[HN Gopher] Laptop to Lambda: Outsourcing Everyday Jobs to Thous...
       ___________________________________________________________________
        
       Laptop to Lambda: Outsourcing Everyday Jobs to Thousands of
       Transient Containers
        
       Author : mlerner
       Score  : 99 points
       Date   : 2021-07-25 16:06 UTC (6 hours ago)
        
 (HTM) web link (www.micahlerner.com)
 (TXT) w3m dump (www.micahlerner.com)
        
       | chubot wrote:
       | 2019 thread on the paper:
       | https://news.ycombinator.com/item?id=20433315
       | 
       | Another review: https://buttondown.email/nelhage/archive/papers-
       | i-love-gg/
        
       | [deleted]
        
       | keithwinstein wrote:
       | Thank you for this nice writeup! This paper was led by my student
       | Sadjad Fouladi (https://sadjad.org/), part of a broader theme of
       | coercing a "purely functional-ish" design onto everyday
       | applications. There's a less academic-ese version with a few
       | extended results that was published in ;login: magazine (https://
       | www.usenix.org/system/files/login/articles/login_fal...). There
       | was also a good analysis here
       | (https://buttondown.email/nelhage/archive/papers-i-love-gg/) and
       | don't miss https://buttondown.email/nelhage/archive/http-
       | pipelining-s3-... .
       | 
       | Some of Sadjad's other work has included:
       | 
       | - ExCamera, which somewhat kicked off the trend of "fire up 4,000
       | lambda workers in a burst, all working on one job" -- for things
       | like making a neural network search a video frame-by-frame, video
       | compression in parallel at sub-GOP granularity, etc.

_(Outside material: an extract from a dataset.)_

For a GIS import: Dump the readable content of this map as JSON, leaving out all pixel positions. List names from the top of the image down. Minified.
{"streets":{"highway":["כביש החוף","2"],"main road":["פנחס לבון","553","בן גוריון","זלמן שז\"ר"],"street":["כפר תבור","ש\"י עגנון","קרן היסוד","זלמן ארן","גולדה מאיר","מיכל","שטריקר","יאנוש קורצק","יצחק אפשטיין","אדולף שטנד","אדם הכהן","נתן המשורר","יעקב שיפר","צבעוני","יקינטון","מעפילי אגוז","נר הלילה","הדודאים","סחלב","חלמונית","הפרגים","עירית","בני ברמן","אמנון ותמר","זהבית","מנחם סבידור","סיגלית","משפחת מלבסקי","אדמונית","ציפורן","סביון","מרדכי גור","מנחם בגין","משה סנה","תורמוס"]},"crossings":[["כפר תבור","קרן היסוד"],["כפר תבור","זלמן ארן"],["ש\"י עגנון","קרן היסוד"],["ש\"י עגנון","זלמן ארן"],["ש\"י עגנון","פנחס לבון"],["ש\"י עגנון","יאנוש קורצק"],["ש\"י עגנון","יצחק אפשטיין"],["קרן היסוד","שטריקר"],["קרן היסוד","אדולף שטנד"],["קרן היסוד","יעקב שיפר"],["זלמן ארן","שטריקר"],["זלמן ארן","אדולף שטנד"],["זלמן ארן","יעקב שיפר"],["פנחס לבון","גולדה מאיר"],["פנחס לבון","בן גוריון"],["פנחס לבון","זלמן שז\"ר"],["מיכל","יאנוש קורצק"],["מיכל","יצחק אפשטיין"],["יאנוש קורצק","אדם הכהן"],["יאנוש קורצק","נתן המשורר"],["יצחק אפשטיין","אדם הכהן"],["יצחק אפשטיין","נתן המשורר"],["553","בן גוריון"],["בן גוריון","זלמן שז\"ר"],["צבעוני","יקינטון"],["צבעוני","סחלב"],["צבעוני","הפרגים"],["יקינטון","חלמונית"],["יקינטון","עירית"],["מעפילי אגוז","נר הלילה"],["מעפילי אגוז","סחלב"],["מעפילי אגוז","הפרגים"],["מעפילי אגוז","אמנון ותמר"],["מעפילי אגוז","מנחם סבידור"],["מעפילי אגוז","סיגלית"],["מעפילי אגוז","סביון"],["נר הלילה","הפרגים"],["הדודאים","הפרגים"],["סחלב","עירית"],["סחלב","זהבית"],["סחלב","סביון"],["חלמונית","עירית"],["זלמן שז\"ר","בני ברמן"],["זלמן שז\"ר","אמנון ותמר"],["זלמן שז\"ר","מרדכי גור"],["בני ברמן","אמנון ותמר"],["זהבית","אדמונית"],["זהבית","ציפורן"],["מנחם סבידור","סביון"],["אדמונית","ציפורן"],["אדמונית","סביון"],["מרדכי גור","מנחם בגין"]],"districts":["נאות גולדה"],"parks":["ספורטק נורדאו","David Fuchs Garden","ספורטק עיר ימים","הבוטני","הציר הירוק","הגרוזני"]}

       | (https://news.ycombinator.com/item?id=16197253)
       | 
       | - Salsify, which reused the "purely functional" video codec from
       | ExCamera to improve WebRTC/Zoom-style live video
       | (https://news.ycombinator.com/item?id=16964112 ,
       | https://news.ycombinator.com/item?id=20794541). Sadjad is giving
       | an Applied Networking Research Prize talk about this work at IETF
       | tomorrow.
       | 
       | - 3D ray-tracing (running PBRT on thousands of Lambdas, sending
       | rays across the network), SMT/SAT solving, etc.
       | 
       | We're working to extend this line of work towards a more general,
       | Wasm-based, "purely functional" operating system where most
       | computations operate on content-addressed data and are content-
       | addressed themselves, and determinism and reproducibility is
       | properties guaranteed by the OS. Sort of analogous to how the
       | operating systems of today (try to) guarantee memory isolation
       | between processes. Imagine, e.g., a Git repository where you
       | could represent the fact that "blob <x> is the result of running
       | computation <y> given tree <z> as input," and anybody can verify
       | that result, or rebase the computation to run on top of their own
       | input. If you're interested in this general area, please consider
       | doing a PhD at Stanford and/or get in touch -- I'm hiring.
        
         | boulos wrote:
         | Hi, Keith! Glad to see you're still enjoying hipster compute
         | :).
         | 
         | How/what do you think about Cloudflare workers, fly.io, and
         | similar "run pure-ish functions anywhere"? I no longer have any
         | skin in the game, but it seems to me that "ignoring locality"
         | just means having to reinvent locality later on.
        
           | keithwinstein wrote:
           | Heya, great to see you pop up here! I gotta be honest -- I
           | think EC2 (and, in general, doing computation in units of
           | VMware/Xen-style virtual PCs) is the actual hipster compute
           | substrate. AWS Lambda feels closer to cgi-bin from 1995, i.e.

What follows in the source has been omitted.